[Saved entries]
┄┄┄┄┄┄┄┄┄┄

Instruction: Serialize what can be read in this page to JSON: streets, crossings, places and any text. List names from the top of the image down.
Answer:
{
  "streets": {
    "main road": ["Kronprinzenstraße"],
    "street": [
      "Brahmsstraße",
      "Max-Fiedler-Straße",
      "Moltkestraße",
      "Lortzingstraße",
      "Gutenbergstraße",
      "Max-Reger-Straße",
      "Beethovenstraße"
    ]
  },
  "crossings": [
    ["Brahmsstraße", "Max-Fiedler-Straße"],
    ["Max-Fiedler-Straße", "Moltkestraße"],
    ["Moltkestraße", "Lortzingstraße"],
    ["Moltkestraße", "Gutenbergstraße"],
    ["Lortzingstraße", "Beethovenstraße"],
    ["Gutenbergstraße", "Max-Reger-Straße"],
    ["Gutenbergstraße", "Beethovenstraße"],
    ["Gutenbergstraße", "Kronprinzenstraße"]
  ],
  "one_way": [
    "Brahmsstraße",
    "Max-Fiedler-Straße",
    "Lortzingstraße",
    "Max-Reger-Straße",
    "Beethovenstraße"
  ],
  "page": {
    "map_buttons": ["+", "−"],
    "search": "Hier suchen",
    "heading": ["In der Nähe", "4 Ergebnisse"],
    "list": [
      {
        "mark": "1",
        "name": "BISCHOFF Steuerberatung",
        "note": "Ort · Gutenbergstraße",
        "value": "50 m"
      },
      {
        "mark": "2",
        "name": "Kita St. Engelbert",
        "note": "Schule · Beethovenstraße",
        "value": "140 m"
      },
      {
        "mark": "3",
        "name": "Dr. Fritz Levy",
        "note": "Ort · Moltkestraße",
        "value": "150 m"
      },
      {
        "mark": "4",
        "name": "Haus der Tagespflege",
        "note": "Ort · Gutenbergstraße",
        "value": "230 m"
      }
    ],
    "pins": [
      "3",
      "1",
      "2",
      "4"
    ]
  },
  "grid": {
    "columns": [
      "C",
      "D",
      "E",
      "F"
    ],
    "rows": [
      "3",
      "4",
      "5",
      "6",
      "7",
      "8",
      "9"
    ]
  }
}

┄┄┄┄┄┄┄┄┄┄

— EXERCISE REQUIREMENTS —
In the data above, find each line that uses the string "Lortzingstraße". Copy it.

— RESPONSE —
      "Lortzingstraße",
    ["Moltkestraße", "Lortzingstraße"],
    ["Lortzingstraße", "Beethovenstraße"],
    "Lortzingstraße",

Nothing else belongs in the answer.